Nedenleri Neler Olabilir?
Rezonans bozuklukları çok çeşitli nedenlerle ortaya çıkabilir. Bunlar arasında:
- Dudak ve/veya damak yarıkları (ameliyatlı veya ameliyatsız)
- Velofarengeal yetersizlik (yumuşak damak ve yutak arkasının tam kapanmaması)
- Adenoid hipertrofisi (geniz eti büyüklüğü)
- Üst solunum yolu enfeksiyonları (sinüzit, alerjik rinit vb.)
- Nörolojik hastalıklar (serebral palsi, kas hastalıkları, felçler)
- Submukozal damak yarığı
- Septum deviasyonu, burun polipleri veya koanal atrezi
- Kraniyofasiyal sendromlar (örneğin Velokardiyofasiyal Sendrom)
Bazı bireylerde rezonans kontrolü nörolojik yetersizlikler nedeniyle tutarsız olabilir. Bu duruma “kararsız rezonans” adı verilir. Ayrıca, bazı bireylerde hem hipernazalite hem de hiponazalite belirtileri birlikte görülebilir; bu durum “karışık rezonans bozukluğu” olarak tanımlanır.
Resonans Bozukluğu Türleri
Rezonans bozuklukları klinik olarak dört ana grupta ele alınır.
- Hipernazalite
Sesin burun boşluğuna gereğinden fazla kaçması sonucu konuşma “aşırı genizden” duyulur. Özellikle sesli harflerde belirgindir. Genellikle velofarengeal yetersizlik nedeniyle oluşur. Hastalar genellikle “P, B, T, D” gibi sesleri zor çıkarır; burundan hava kaçağı ve nazal emisyon görülebilir.
- Hiponazalite
Sesin burun boşluğuna geçememesiyle oluşur. Burun sesleri olan “m, n, ng” bozulur, konuşma burun tıkalıymış gibi duyulur. Nedeni genellikle adenoid hipertrofisi, enfeksiyon, alerji ya da burun içi tıkanıklıklardır.
- Kararsız Rezonans
Rezonansın konuşma sırasında tutarsız biçimde değişmesiyle tanımlanır. Bazı kelimeler hipernazal, bazıları normal ya da hiponazal olabilir. Genellikle nörolojik nedenlere (örneğin serebral palsi) bağlıdır.
- Karışık Rezonans
Hem hipernazalite hem hiponazalite belirtileri bir arada bulunur. Özellikle kraniofasiyal anomaliler veya nöromotor sorunlarda görülür.

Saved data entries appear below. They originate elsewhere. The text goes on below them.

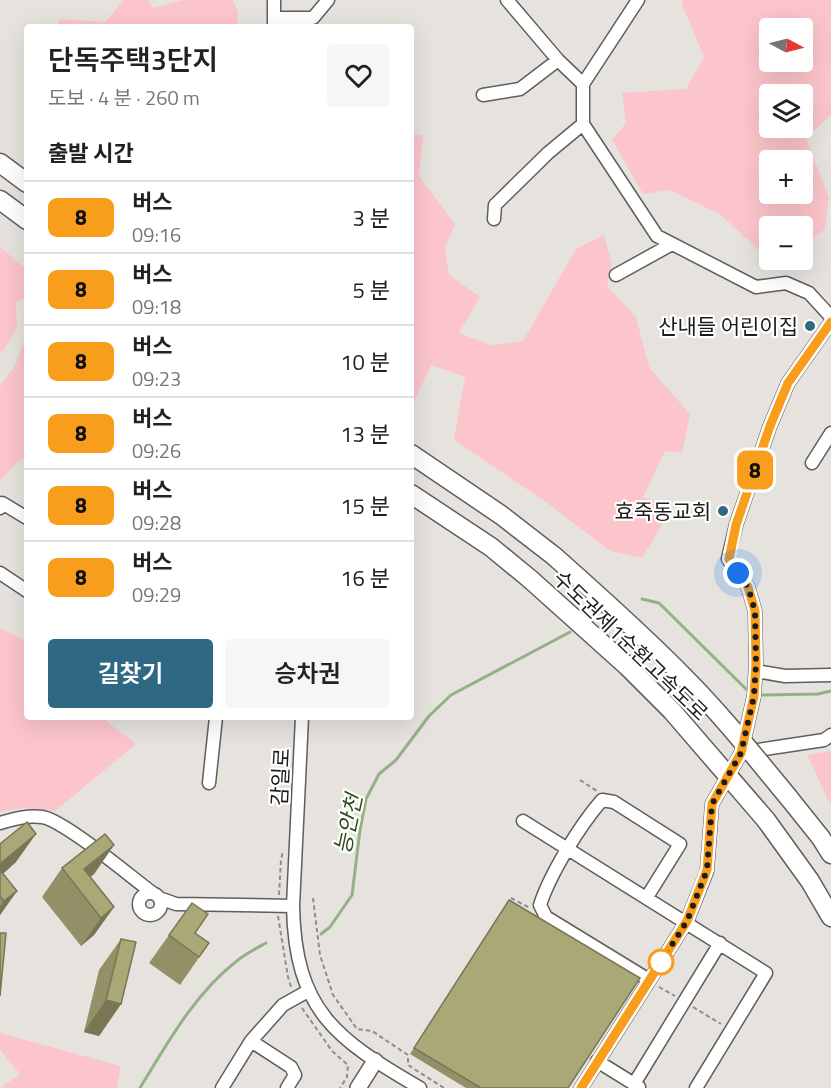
<!DOCTYPE html>
<html lang="ko">
<head>
<meta charset="utf-8">
<style>
	:root { --surface:#fff; --page:#f6f6f6; --text:#222; --muted:#767676; --line:#e0e0e0; --accent:#2f6882 }
	body { margin:0; font-family:"Titillium Web","Noto Sans KR",sans-serif; background:var(--page); color:var(--text); height:100vh; display:flex; flex-direction:column; font-size:22px; white-space:nowrap }
	* { box-sizing:border-box; margin:0 }
	p { font-size:20px; color:var(--muted) }
	.icon { flex:none; width:33px; height:33px; fill:none; stroke:currentColor; stroke-width:2; stroke-linecap:round; stroke-linejoin:round }
	.map { position:relative; flex:1; overflow:hidden }
	.drawer { position:absolute; left:24px; top:24px; width:390px; height:696px; display:flex; flex-direction:column; background:var(--surface); border-radius:6px; box-shadow:0 6px 24px #0002 }
	.drawer>* { flex:none }
	.badge { padding:0 12px; border-radius:9px; font-size:21px; line-height:39px }
	.needle { width:39px; rotate:97deg }
	.tools { position:absolute; left:759px; top:18px; display:grid; gap:12px }
	.tools a { display:grid; place-items:center; width:54px; height:54px; border-radius:6px; background:var(--surface); box-shadow:0 6px 24px #0002; font-size:30px }
	.you { position:absolute; width:30px; height:30px; margin:-15px; border:4px solid #fff; border-radius:50%; background:#1a73e8; box-shadow:0 0 0 9px #1a73e833 }
	.map>.badge { position:absolute; translate:-50% -50%; box-shadow:0 0 0 3px #fff }
	h2 { padding:0 24px; font-size:22px; line-height:54px }
	.round { display:grid; place-items:center; flex:none; width:63px; height:63px; border-radius:6px; background:var(--page) }
	.head { display:flex; align-items:center; justify-content:space-between; height:102px; padding:0 24px }
	h1 { font-size:28px; font-weight:600; line-height:45px }
	.button { display:flex; gap:12px; margin-top:auto; padding:12px 24px }
	.button a { flex:1; height:69px; border-radius:6px; background:var(--accent); color:#fff; font-size:24px; font-weight:600; line-height:69px; text-align:center }
	.button a+a { background:var(--page); color:var(--text) }
	ul { padding:0; list-style:none }
	li { display:flex; align-items:center; gap:18px; height:72px; padding:0 24px; border-top:2px solid var(--line) }
	li div { flex:1 }
	li b { display:block; font-size:22px }
	li em { font-style:normal }
	li .badge { min-width:66px; font-weight:700; text-align:center }
	.map>svg:first-child { display:block }
	.green { fill:#fcc5cb; fill-rule:evenodd }
	.lines { fill:none; stroke-linecap:round; stroke-linejoin:round }
	.stream { stroke:#94b087; stroke-width:3 }
	.minor-casing { stroke:#605d5a; stroke-width:15 }
	.major-casing { stroke:#605d5a; stroke-width:18 }
	.highway-casing { stroke:#605d5a; stroke-width:21 }
	.path { stroke:#8f8d8a; stroke-width:2; stroke-dasharray:4.5 3; stroke-linecap:butt }
	.minor { stroke:#fff; stroke-width:12 }
	.major { stroke:#fff; stroke-width:15 }
	.highway { stroke:#fff; stroke-width:18 }
	.highway-bridge-casing { stroke:#605d5a; stroke-width:21; stroke-linecap:butt }
	.highway-bridge { stroke:#fff; stroke-width:18 }
	.wall { fill:#939067 }
	.shaded-wall { fill:#787654 }
	.building { fill:#aba878; stroke:#787654; stroke-width:1.5 }
	.line-casing { stroke:#fff; stroke-width:14 }
	.line { stroke:#f99d1c; stroke-width:9 }
	.walk { stroke:#1d1c1a; stroke-width:6; stroke-dasharray:0 10.8 }
	.poi-dot { fill:#2f6882; stroke:#fff; stroke-width:2 }
	.stop-dot { fill:#fff; stroke:#f99d1c; stroke-width:3 }
	.labels { text-anchor:middle; dominant-baseline:central; stroke-width:4.5; stroke-linejoin:round; paint-order:stroke }
	.poi-label { font-size:21px; fill:#1d1c1a; stroke:#fff; text-anchor:end }
	.street-label { font-size:21px; fill:#1d1c1a; stroke:#fff }
	.water-label { font-size:22px; font-style:italic; fill:#2a4f16; stroke:#fff }
</style>
</head>
<body>
<div class="map">
<svg width="831" height="1088" viewBox="0 0 831 1088">
	<rect width="100%" height="100%" fill="#e6e3df"/>
	<path class="green" d="M124 0H148L153 8 184 0H233L238 12 237 27H57L59 19 105 22Z
		M683 0H831V115L806 138 829 198 825 229 803 247 802 226H770V260H787L777 267 721 215 670 190 643 194 612 140 626 123 622 93 686 89 704 57 681 3ZM802 28V62H770V28ZM802 94V128H770V94ZM770 160H802V194H770Z
		M411 134 423 135 419 176 455 224 445 248 449 275 480 297 459 333 491 345 523 341 576 249 604 235 612 264 607 286 636 317 649 367 690 414 682 453 665 451 643 497 672 508 642 558 610 551 546 502 454 440 465 377 431 365 411 408Z
		M0 247 27 270V298L16 302 17 328 3 351 0 352Z
		M24 341 27 343V455L12 467 0 481V386L15 366Z
		M0 628 27 642V717H101L136 744 55 811 23 808 0 812Z
		M831 751V806L807 755Z
		M0 1033 121 1066 117 1088H0L20 1074 0 1050Z"/>
	<g class="lines">
		<path class="stream" d="M642 599 659 603 746 689
			M763 695 818 694 831 691
			M321 934 330 927 352 895 360 830 366 799 379 774 396 760 429 716 451 695 570 632
			M140 1088C168 1042 195 993 238 960 247 953 257 948 266 943"/>
		<g class="minor-casing">
			<path id="minor" d="M274 0V27
				M507 0 558 60 583 84
				M638 0 583 84V124L657 236 756 287 786 283 809 293 831 317
				M274 18H313L328 0
				M483 95 520 89 558 60
				M494 219 495 205 548 153 583 124
				M616 275 672 244
				M812 463 831 433
				M0 508 2 503 27 518
				M0 573 27 591
				M756 671 785 676 831 675
				M302 717 293 906C295 1011 336 1039 420 1088
				M745 752 824 740 831 735
				M209 783 216 717
				M523 821 766 973 696 1088
				M0 823C14 819 27 815 42 817 64 820 132 878 154 894
				M139 904a11 11 0 1 1 22 0a11 11 0 1 1-22 0Z
				M647 897 680 844 614 802 602 800C580 825 550 874 540 905L546 917 649 980
				M159 898 176 904 293 906
				M251 1041 283 1005 308 991
				M597 1061 639 1087
				M634 1084 720 943
				M222 1088 251 1041 291 1067 295 1075 287 1088
				M581 1088 687 921 707 871 712 804 741 753 754 696 756 664 755 611 748 587 728 559 736 525 770 426 788 383 831 322"/>
		</g>
		<g class="major-casing">
			<path id="major" d="M358 1088 375 1061"/>
		</g>
		<g class="highway-casing">
			<path id="highway" d="M0 163 27 183
				M0 200 27 220
				M411 454 501 515 554 556
				M411 494 491 547 530 579
				M789 798 821 838 831 854
				M766 820 810 881 831 917"/>
		</g>
		<path class="path" d="M580 780 597 791
			M279 895 281 860 283 851
			M313 898 320 955 333 995 357 1029 372 1031 408 1055V1065L444 1088
			M511 898 530 908
			M278 916 288 977 291 987
			M659 987 675 996
			M693 1007 721 1024
			M302 1008 332 1051 348 1065 347 1077 340 1088"/>
		<use href="#minor" class="minor"/>
		<use href="#major" class="major"/>
		<use href="#highway" class="highway"/>
		<g class="highway-bridge-casing">
			<path id="highway-bridge" d="M554 556C598 595 643 635 684 677 722 715 755 757 789 798
				M530 579 627 666 672 711 766 820"/>
		</g>
		<use href="#highway-bridge" class="highway-bridge"/>
	</g>
	<path class="wall" d="M0 844 16 862 3 874 17 891 0 915Z
		M114 845 94 874 90 877 114 907 94 935 81 946 42 897 62 868Z
		M509 900 568 1088H466L410 1054Z
		M195 933 209 943 180 985 149 963 169 935Z
		M121 939V1004L99 1036 84 1032 99 970Z"/>
	<path class="shaded-wall" d="M36 834 16 862 0 876V864Z
		M114 845 94 874 77 888 84 869Z
		M17 891 0 915V907L4 901Z
		M114 907 94 935 81 946 101 918Z
		M106 1000 121 1004 99 1036 84 1032Z"/>
	<path class="building" d="M27 822 36 834 0 864V844Z
		M105 834 114 845 84 869 114 907 101 918 62 868Z
		M0 870 17 891 4 901 0 896Z
		M509 900 640 978 568 1088H481L414 1048Z
		M192 903 208 914 195 933 209 943 199 957 169 935Z
		M0 933H6L0 996Z
		M121 939 136 942 121 1004 106 1000Z"/>
	<g class="lines">
		<g class="line-casing">
			<path id="line" d="M581 1088 687 921 707 870 712 804 741 753 754 696 756 664 755 611 748 587 729 559 736 525 770 426 788 383 831 322"/>
		</g>
		<use href="#line" class="line"/>
		<path class="walk" d="M661 962 687 921 707 870 712 804 741 753 754 696 756 664 755 611 748 587 738 573"/>
	</g>
	<g class="poi-dot">
		<circle cx="810" cy="326" r="6"/>
		<circle cx="723" cy="511" r="6"/>
	</g>
	<circle class="stop-dot" cx="661" cy="962" r="12"/>
	<g class="labels">
		<g class="poi-label">
			<text x="798" y="326">산내들 어린이집</text>
			<text x="711" y="511">효죽동교회</text>
		</g>
		<g class="street-label">
			<text transform="translate(631 645) rotate(44)">수도권제1순환고속도로</text>
			<text transform="translate(280 777) rotate(-87)">감일로</text>
		</g>
		<g class="water-label">
			<text transform="translate(348 824) rotate(-78)">능안천</text>
		</g>
	</g>
</svg>
<div class="tools">
<a><svg class="needle" viewBox="-14 -14 28 28"><path d="M0-13l5 13h-10z" fill="#e53935"/><path d="M0 13l5-13h-10z" fill="#767676"/></svg></a>
<a><svg class="icon" aria-label="layers" viewBox="0 0 24 24"><path d="M12 4l9 5-9 5-9-5zM3 14l9 5 9-5"/></svg></a>
<a>+</a>
<a>−</a>
</div>
<div class="you" style="left:738px;top:573px"></div>
<b class="badge" style="left:755px;top:470px;background:#f99d1c;color:#111">8</b>
<section class="drawer">
<div class="head"><div><h1>단독주택3단지</h1><p>도보 · 4 분 · 260 m</p></div><a class="round"><svg class="icon" aria-label="heart" viewBox="0 0 24 24"><path d="M12 20l-8-8c-3-5 5-10 8-4 3-6 11-1 8 4z"/></svg></a></div>
<h2>출발 시간</h2>
<ul>
<li><span class="badge" style="background:#f99d1c;color:#111">8</span><div><b>버스</b><p>09:16</p></div><em>3 분</em></li>
<li><span class="badge" style="background:#f99d1c;color:#111">8</span><div><b>버스</b><p>09:18</p></div><em>5 분</em></li>
<li><span class="badge" style="background:#f99d1c;color:#111">8</span><div><b>버스</b><p>09:23</p></div><em>10 분</em></li>
<li><span class="badge" style="background:#f99d1c;color:#111">8</span><div><b>버스</b><p>09:26</p></div><em>13 분</em></li>
<li><span class="badge" style="background:#f99d1c;color:#111">8</span><div><b>버스</b><p>09:28</p></div><em>15 분</em></li>
<li><span class="badge" style="background:#f99d1c;color:#111">8</span><div><b>버스</b><p>09:29</p></div><em>16 분</em></li>
</ul>
<div class="button"><a>길찾기</a><a>승차권</a></div>
</section>
</div>
</body>
</html>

Dil ve Konuşma Terapistinin Yaklaşımı
Dil ve konuşma terapistleri, rezonans bozukluklarını değerlendirirken öncelikle yapısal mı yoksa fonksiyonel mi olduğunu ayırt eder. Bu süreçte videolaringostroboskopi, nazal emisyon testleri ve konuşma örnekleri gibi değerlendirme araçları kullanılır. Gerektiğinde foniyatrist veya KBB uzmanı ile iş birliği yapılır.
Terapide hedefler:
- Nazal hava kaçağının ve rezonans bozukluğunun kaynağını belirlemek
- Hafif düzeydeki fonksiyonel bozukluklarda rezonans egzersizleri ve farkındalık çalışmaları ile üretimi düzeltmek
- Kompansatuvar (telafi edici) artikülasyon hatalarını ortadan kaldırmak
- Cerrahi sonrası ya da protez kullanan bireylerde konuşma seslerinin yeniden yapılandırılmasını sağlamak
Yapısal nedenlerin saptandığı vakalarda öncelikle cerrahi (faringeal flap, sfinkter faringoplasti) ya da protez (palatal obturatör, palatal lift) gibi müdahaleler planlanabilir. Bu tür müdahaleler sonrası konuşma terapisi süreci devam eder.
Sonuç
Rezonans bozukluğu, sesin kalitesini ve konuşmanın doğallığını etkileyen önemli bir konuşma problemidir. Tanının doğru konulması, altta yatan nedenin belirlenmesi ve bireye özel yapılandırılmış bir terapi programının uygulanması, bireyin anlaşılır, doğal ve özgüvenli bir sesle iletişim kurmasını mümkün kılar.